Mr Barak is not a well known character. Born in 1942 in a kibbutz south of Haifa, he spent 35 years in the Israeli army. In the last weeks his television advertising has relentlessly reminded viewers of his deeds of derring-do, such as leading seaborne commandos to kill three PLO leaders in Beirut in 1973. A general at 37, he became the Israeli chief of staff before entering politics in 1995 under the wing of the then Labour prime minister, Yitzhak Rabin.
But his military career has not always attracted good reviews. Soldiers often found him too much of a politician and politicians too much of a soldier. He was damaged by the accusation that he abandoned wounded soldiers during a training accident in 1992.
He is a shy man. He played the piano from an early age, has an interest in clocks and is well read. He avoided Israeli staff college to get a degree at Stanford University in California. He has a pinched half-smile which seems to say that he knows what a person is going to say before they say it.
As a soldier and politician Mr Barak has always been intensely competitive. In 1995 he was being groomed by Mr Rabin for ultimate leadership of the Labour party.

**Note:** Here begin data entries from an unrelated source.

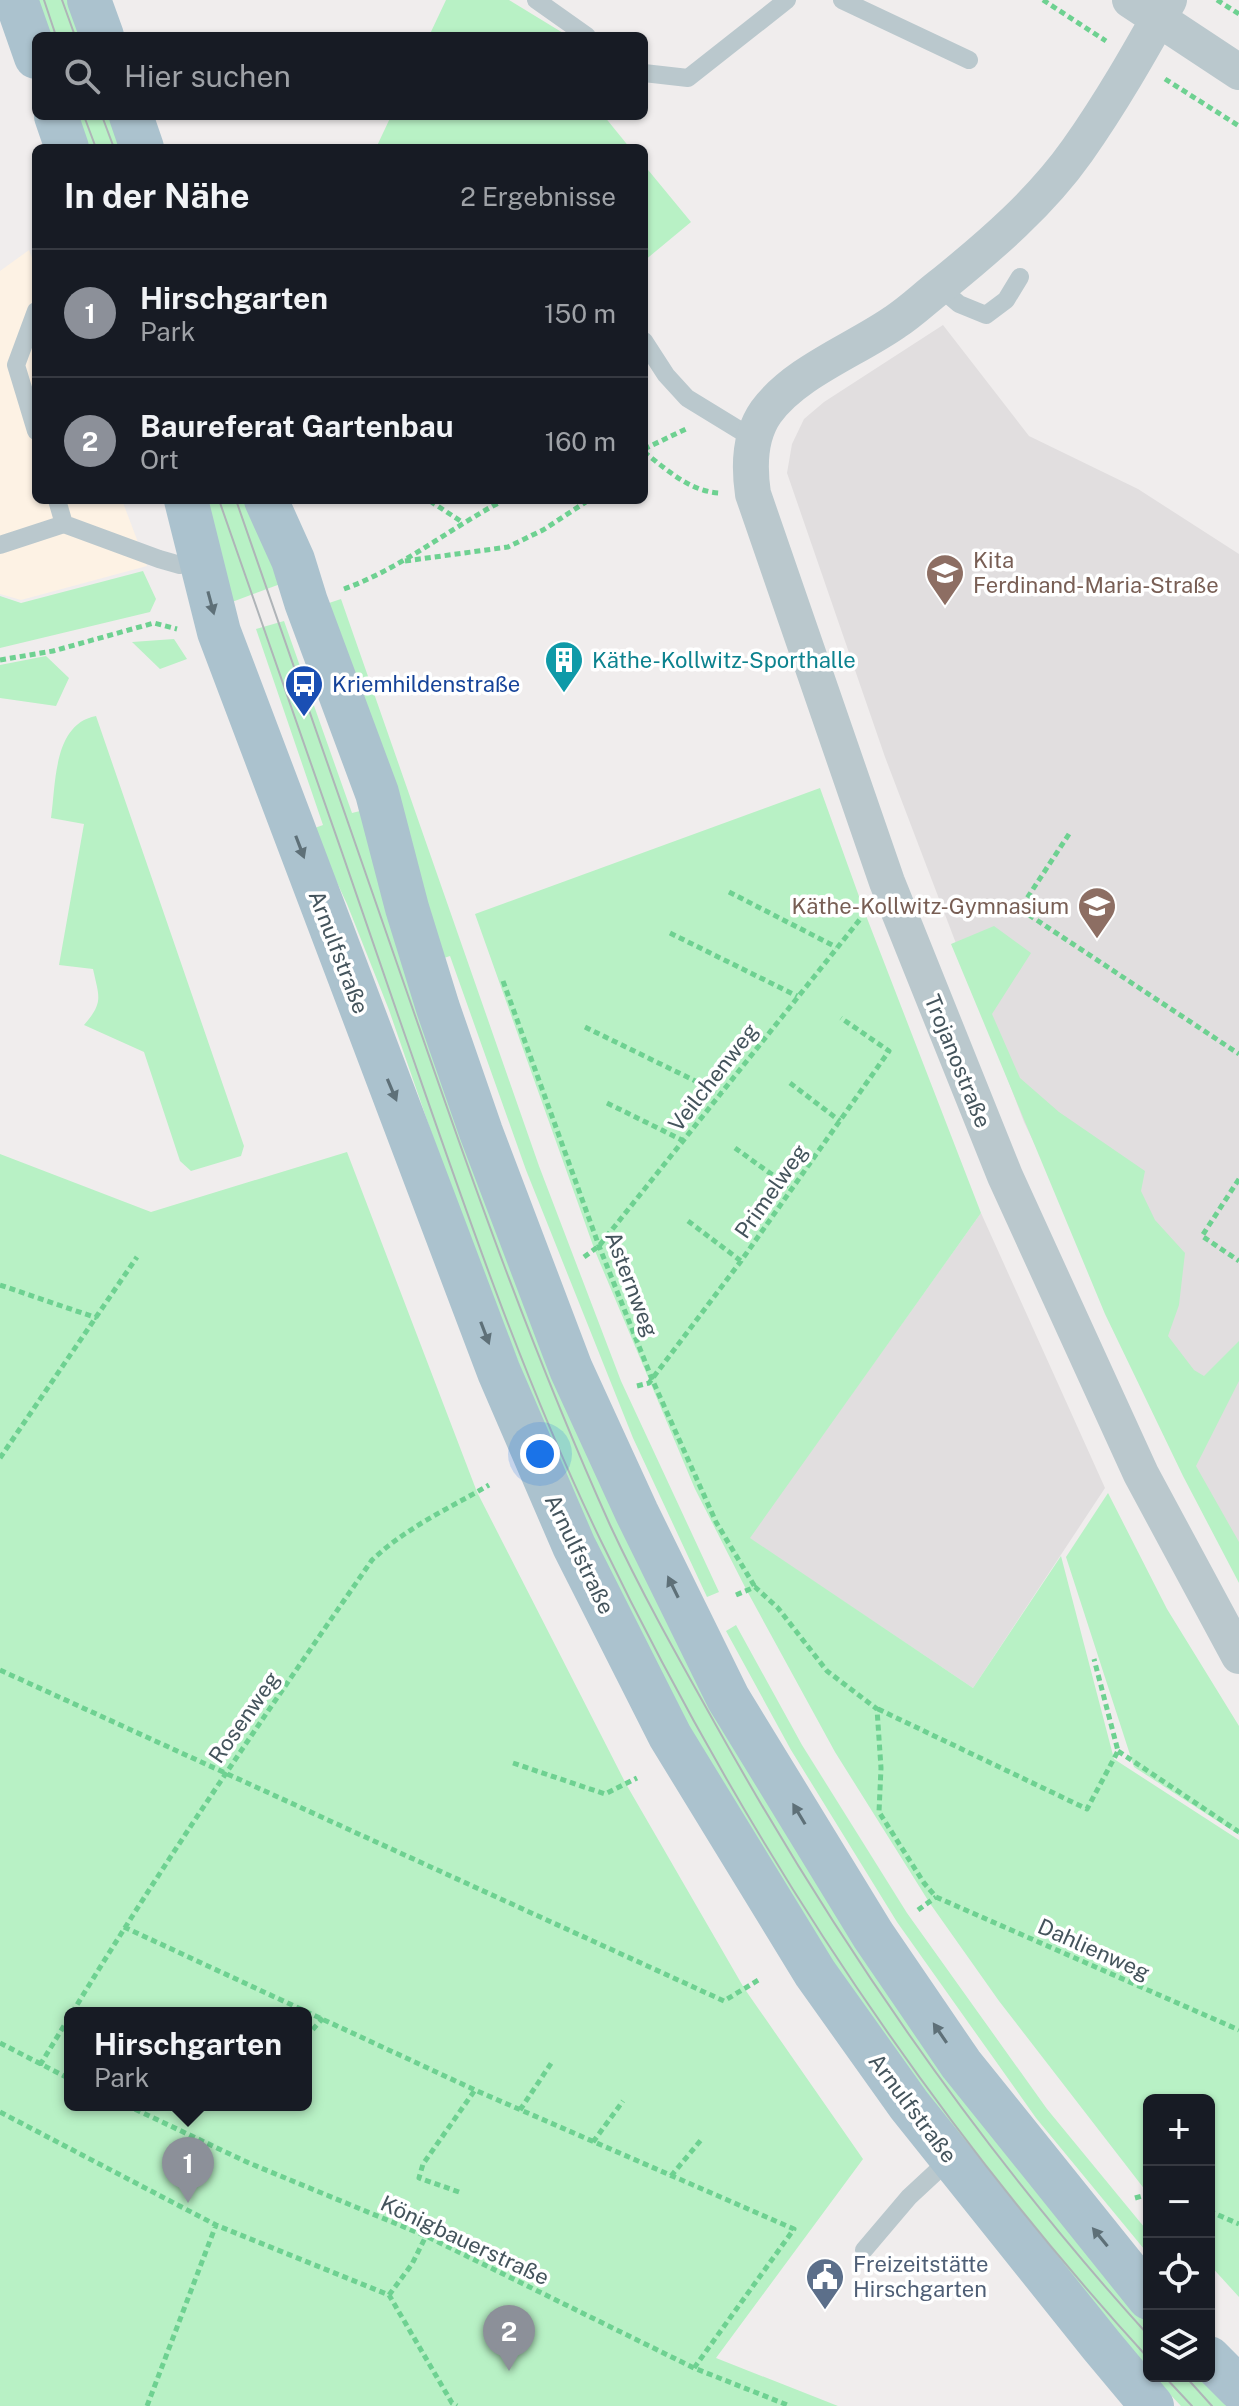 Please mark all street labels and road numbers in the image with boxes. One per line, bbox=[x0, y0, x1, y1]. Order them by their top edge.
street label: Arnulfstraße bbox=[304, 887, 374, 1017]
street label: Trojanostraße bbox=[919, 991, 997, 1131]
street label: Veilchenweg bbox=[663, 1018, 763, 1136]
street label: Primelweg bbox=[729, 1139, 813, 1243]
street label: Asternweg bbox=[600, 1228, 664, 1340]
street label: Arnulfstraße bbox=[540, 1490, 620, 1618]
street label: Rosenweg bbox=[203, 1666, 285, 1768]
street label: Dahlienweg bbox=[1034, 1913, 1154, 1985]
street label: Arnulfstraße bbox=[864, 2048, 962, 2168]
street label: Königbauerstraße bbox=[377, 2190, 553, 2290] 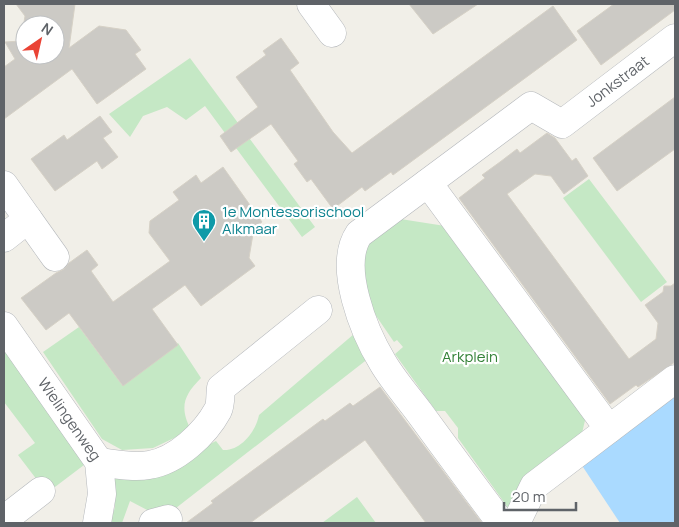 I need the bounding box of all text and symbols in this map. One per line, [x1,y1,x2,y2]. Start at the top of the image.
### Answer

It seemed a long term prospect, but within a few months the prime minister was assassinated. Mr Barak became Foreign Minister.
The following year the new prime minister, Shimon Peres, lost a close- run election. Mr Barak took over the party leadership in 1997.
The omens were not good: Mr Netanyahu seemed to shrug off repeated scandals. But Mr Barak has eliminated his own weaknesses, looking to Israeli voters like an increasingly convincing alternative to their current prime minister.